══ LISTED ENTRIES ══

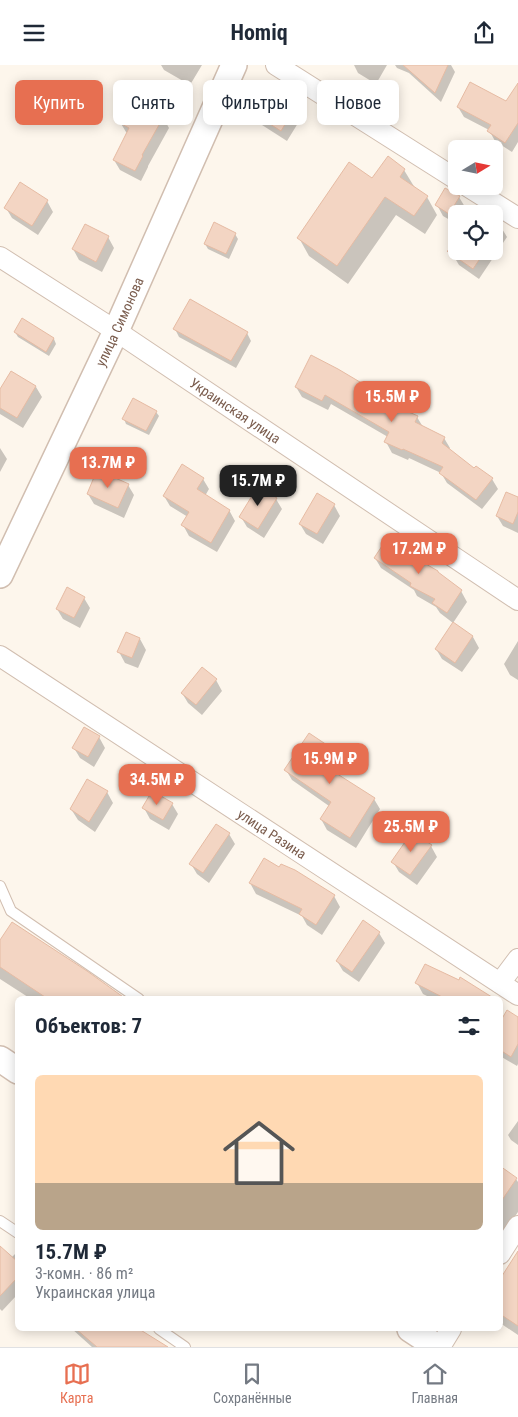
<!DOCTYPE html>
<html lang="ru">
<meta charset="utf-8">
<style>
body{margin:0;font-family:"Roboto Condensed",sans-serif;background:#f6f6f7;color:#1f2937;height:100vh;display:flex;flex-direction:column;font-size:19px;white-space:nowrap}
*{box-sizing:border-box;margin:0}
p{font-size:16px;color:#747a83}
.icon{flex:none;width:28px;height:28px;fill:none;stroke:currentColor;stroke-width:2;stroke-linecap:round;stroke-linejoin:round}
.map{position:relative;flex:1;overflow:hidden}
.side{position:absolute;left:15px;top:931px;width:488px;height:335px;display:flex;flex-direction:column;background:#fff;border-radius:8px;box-shadow:0 2px 12px #0003}
.side>*{flex:none}
.top-card{position:absolute;left:15px;top:15px;width:489px;height:45px;display:flex;gap:10px}
.needle{width:32px;rotate:80deg}
.tools{position:absolute;left:448px;top:75px;display:grid;gap:10px}
.tools a{display:grid;place-items:center;width:55px;height:55px;border-radius:8px;background:#fff;box-shadow:0 2px 12px #0003;font-size:25px}
.price{position:absolute;translate:-50% -42px;padding:0 11px;border-radius:10px;background:#e76f51;color:#fff;font-size:16px;line-height:32px;filter:drop-shadow(0 1px 2px #0008)}
.price::after{content:'';position:absolute;left:50%;top:30px;width:15px;height:11px;margin-left:-8px;background:inherit;clip-path:polygon(0 0,100% 0,50% 100%)}
.price.on{background:#222;color:#fff}
ul{padding:0;list-style:none}
li{display:grid;align-content:center;gap:10px;height:265px;padding:0 20px}
li+li{border-top:1px solid #e0e1e3}
li span{display:grid;place-items:center;height:155px;border-radius:8px;color:#555}
li>.icon{margin-inline-start:auto}
span .icon{width:90px;height:90px;fill:#fffc;stroke-width:1}
li b{font-size:21px}
h2{display:flex;justify-content:space-between;align-items:center;height:60px;padding:0 20px;font-size:21px}
.chip{padding:0 18px;border-radius:8px;background:#fff;box-shadow:0 2px 12px #0003;font-size:18px;line-height:45px}
.chip.on{background:#e76f51;color:#fff}
header{display:flex;justify-content:space-between;align-items:center;height:65px;padding:0 20px;background:#fff;font-size:22px;font-weight:700}
.dock{display:flex;justify-content:space-around;align-items:center;height:70px;border-top:1px solid #e0e1e3;background:#fff;font-size:14px;color:#747a83}
.dock a{display:grid;justify-items:center;gap:2px}
.dock .on{color:#e76f51}
.map>svg:first-child{display:block}
</style>
<header><svg class="icon" aria-label="menu" viewBox="0 0 24 24"><path d="M4 6h16M4 12h16M4 18h16"/></svg>Homiq<svg class="icon" aria-label="share" viewBox="0 0 24 24"><path d="M12 15V3M7 8l5-5 5 5M5 13v7h14v-7"/></svg></header>
<div class="map">
<svg width="518" height="1282" viewBox="0 0 518 1282">
<rect width="100%" height="100%" fill="#fdf6ec"/>
<path fill="#0003" d="M161 0H202L190 20 164 5Z
M354 0H387L376 19 358 8Z
M395 0H451L455 7 441 37 409 8 397 3Z
M275 25 297 39 303 50 287 76 262 60 256 49Z
M518 35V77L512 87 495 76 489 65 464 52 458 42 507 38Z
M163 52 169 63 148 101V102L141 116 120 105 114 95 128 68 126 67 120 57Z
M404 105 415 123 427 132 437 150 425 169 396 150 348 219 309 191 299 173 372 115Z
M21 119 47 136 53 147 38 170 12 153 6 143Z
M459 132 465 142 461 149H456L455 158 443 151 437 140Z
M494 157 501 162 507 172 479 214 459 200 453 190 456 185 494 186Z
M86 160 108 172 114 183 102 207 79 195 73 184Z
M235 169 238 174 229 194 208 184 205 179Z
M23 255 54 274 56 279 49 291 18 272 15 267Z
M175 264 247 268 251 276 236 303 179 272Z
M36 322 42 332 23 363 0 349V326Z
M296 322 396 340 398 344 417 352 423 362 444 373 450 383 449 385 474 405 492 414 498 424 482 444 447 418 441 408 409 393 408 395 392 388 386 377 388 372 331 339 328 345 302 332Z
M156 347 159 351 149 370 126 359 124 354Z
M0 383 7 394 0 407Z
M203 414 209 424 205 431 229 445 235 456 217 487 189 471 183 460 188 452 170 441 164 431Z
M128 420 134 430 124 453 94 439 88 429Z
M276 434 282 444 264 473 247 462 241 452Z
M518 434V468L503 461 497 451Z
M334 440 340 451 323 479 306 469 300 459Z
M412 490 415 495 461 526 467 537 453 558 440 548 436 542 417 531 414 525 381 503 375 493Z
M84 533 90 543 80 563 63 554 57 544Z
M453 559 473 572 479 583 462 607 442 594 436 584Z
M127 569 140 574 146 585 138 603 125 598 119 587Z
M518 576V615L510 610 504 599Z
M202 604 216 615 222 626 202 650 188 638 182 628Z
M99 672 105 683 94 702 80 693 74 683Z
M341 691 347 701 339 712 374 734 380 744 356 783 327 765 321 754 329 741 292 715 286 705Z
M107 727 113 738 95 767 78 755 71 744Z
M172 739 178 749 169 765 150 754 144 743Z
M229 769 235 779 209 818 197 809 191 799Z
M431 781 437 792 417 820 399 807 393 797Z
M264 795 334 831 340 842 322 870 307 860 302 851 256 829 250 818Z
M379 868 385 878 359 917 343 906 337 896Z
M0 877 124 934H31L0 914Z
M417 918 485 934H433L423 929Z
M518 953V999L517 1001 500 991V959Z
M518 1056V1080L511 1075 508 1070Z
M500 1102 516 1114 518 1117V1147L500 1173Z
M0 1182 11 1193 16 1188 18 1190V1230H17L2 1246 0 1244Z
M518 1189V1270L500 1258V1216Z
M72 1264H136L159 1282H92Z"/>
<path fill="#f3d5c3" stroke="#e6bba3" d="M403 0H448L435 28Z
M470 17 506 36 518 18V58L505 78 487 66 491 60 457 42Z
M271 21 298 38 281 66 254 49Z
M131 33 164 51 142 90 143 91 135 106 113 95 129 63 118 57Z
M388 91 405 104 400 112 428 131 414 151 385 132 337 201 297 173 349 97 372 113Z
M20 117 48 135 32 161 4 143Z
M445 123 460 131 449 149 435 140Z
M214 157 236 168 226 189 204 179Z
M85 159 109 171 96 197 72 184Z
M447 186H485L473 204Z
M190 234 248 267 231 296 173 264Z
M22 253 54 273 46 287 14 267Z
M311 290 338 304 397 339 395 341 418 351 415 357 445 372 442 378 474 403 476 401 493 413 476 435 439 408 443 402 403 384 402 385 384 377 389 367 325 330 322 336 295 322Z
M11 306 36 321 17 353 0 343V324Z
M133 333 157 346 146 366 122 354Z
M182 399 204 413 197 424 230 445 211 478 181 460 189 447 163 431Z
M97 405 129 419 118 443 87 429Z
M258 421 277 433 258 464 239 452Z
M506 427 518 432V447L513 459 496 451Z
M317 428 335 439 317 469 299 459Z
M388 472 413 489 412 491 438 506V507L462 525 447 548 432 538 435 534 410 521 411 518 374 493Z
M67 522 85 532 74 553 56 544Z
M453 557 473 571 455 598 435 584Z
M126 567 140 573 132 593 117 587Z
M202 602 217 614 196 640 181 628Z
M84 662 100 671 88 692 72 683Z
M309 668 342 690 331 705 375 733 350 773 320 754 331 737 284 705Z
M87 714 108 726 89 757 70 744Z
M152 726 173 738 163 755 142 743Z
M216 759 230 768 203 808 189 799Z
M412 767 432 780 410 810 391 797Z
M264 793 279 802 281 799 295 805 335 830 316 860 299 849 302 844 249 818Z
M363 855 380 867 352 907 336 896Z
M12 857 87 906 126 934H48L0 902V875Z
M425 899 459 915 460 912 495 934H446L415 918Z
M507 945 518 952V979L511 992 500 985V957Z
M500 1101 517 1113 500 1138Z
M0 1181 18 1197V1212L0 1231Z
M518 1186V1261L500 1249V1214Z
M76 1264H139L168 1282H97Z"/>
<g fill="none" stroke-linecap="round" stroke-linejoin="round">
<g stroke="#d1beb0" stroke-width="12">
<path id="service" d="M0 821 11 846 139 934
M0 1156 18 1168
M159 1264 185 1282"/>
</g>
<g stroke="#d1beb0" stroke-width="22">
<g id="minor">
<path d="M276 0 456 114"/>
<path d="M467 121 518 153"/>
<path id="s1" d="M0 192 116 266 518 535"/>
<path id="s2" d="M0 591 518 930"/>
<path d="M500 918 518 894"/>
<path d="M500 1189 518 1161"/>
<path d="M440 1282 451 1264"/>
</g>
</g>
<g stroke="#d1beb0" stroke-width="28">
<g id="tertiary">
<path id="s3" d="M0 510 116 266 234 0"/>
<path d="M0 994 18 1006"/>
<path d="M410 1264 437 1282"/>
</g>
</g>
<use href="#service" stroke="#fff" stroke-width="10"/>
<use href="#minor" stroke="#fff" stroke-width="20"/>
<use href="#tertiary" stroke="#fff" stroke-width="25"/>
</g>
<g text-anchor="middle" dominant-baseline="central" stroke-width="4.5" stroke-linejoin="round" paint-order="stroke">
<g font-size="14" fill="#7a5c4d" stroke="#fffaf3">
<text stroke="none"><textPath href="#s3" startOffset="280">улица Симонова</textPath></text>
<text stroke="none"><textPath href="#s1" startOffset="281">Украинская улица</textPath></text>
<text stroke="none"><textPath href="#s2" startOffset="325">улица Разина</textPath></text>
</g>
</g>
</svg>
<div class="tools">
<a><svg class="needle" viewBox="-14 -14 28 28"><path d="M0-13l5 13h-10z" fill="#e53935"/><path d="M0 13l5-13h-10z" fill="#747a83"/></svg></a>
<a><svg class="icon" aria-label="locate" viewBox="0 0 24 24"><circle cx="12" cy="12" r="6"/><path d="M12 2v4M12 18v4M2 12h4M18 12h4"/></svg></a>
</div>
<b class="price" style="left:392px;top:358px">15.5M ₽</b>
<b class="price" style="left:108px;top:424px">13.7M ₽</b>
<b class="price on" style="left:258px;top:442px">15.7M ₽</b>
<b class="price" style="left:419px;top:510px">17.2M ₽</b>
<b class="price" style="left:330px;top:720px">15.9M ₽</b>
<b class="price" style="left:157px;top:741px">34.5M ₽</b>
<b class="price" style="left:411px;top:788px">25.5M ₽</b>
<div class="top-card">
<a class="chip on">Купить</a>
<a class="chip">Снять</a>
<a class="chip">Фильтры</a>
<a class="chip">Новое</a>
</div>
<section class="side">
<h2>Объектов: 7<svg class="icon" aria-label="filters" viewBox="0 0 24 24"><path d="M4 7h16M4 17h16"/><circle cx="9" cy="7" r="2"/><circle cx="15" cy="17" r="2"/></svg></h2>
<ul>
<li><span style="background:linear-gradient(#ffd9b3 70%,#b9a48a 0)"><svg class="icon" aria-label="home" viewBox="0 0 24 24"><path d="M3 11l9-7 9 7M6 9v11h12V9"/></svg></span><div><b>15.7M ₽</b><p>3-комн. · 86 m²</p><p>Украинская улица</p></div></li>
</ul>
</section>
</div>
<nav class="dock">
<a class="on"><svg class="icon" aria-label="map" viewBox="0 0 24 24"><path d="M3 6l6-2 6 2 6-2v14l-6 2-6-2-6 2zM9 4v14M15 6v14"/></svg>Карта</a>
<a><svg class="icon" aria-label="saved" viewBox="0 0 24 24"><path d="M7 4h10v16l-5-4-5 4z"/></svg>Сохранённые</a>
<a><svg class="icon" aria-label="home" viewBox="0 0 24 24"><path d="M3 11l9-7 9 7M6 9v11h12V9"/></svg>Главная</a>
</nav>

═══

- _TASK INSTRUCTIONS_
Show every line of the data in which the word "between" appears.

- _EXERCISE OUTPUT_
h2{display:flex;justify-content:space-between;align-items:center;height:60px;padding:0 20px;font-size:21px}
header{display:flex;justify-content:space-between;align-items:center;height:65px;padding:0 20px;background:#fff;font-size:22px;font-weight:700}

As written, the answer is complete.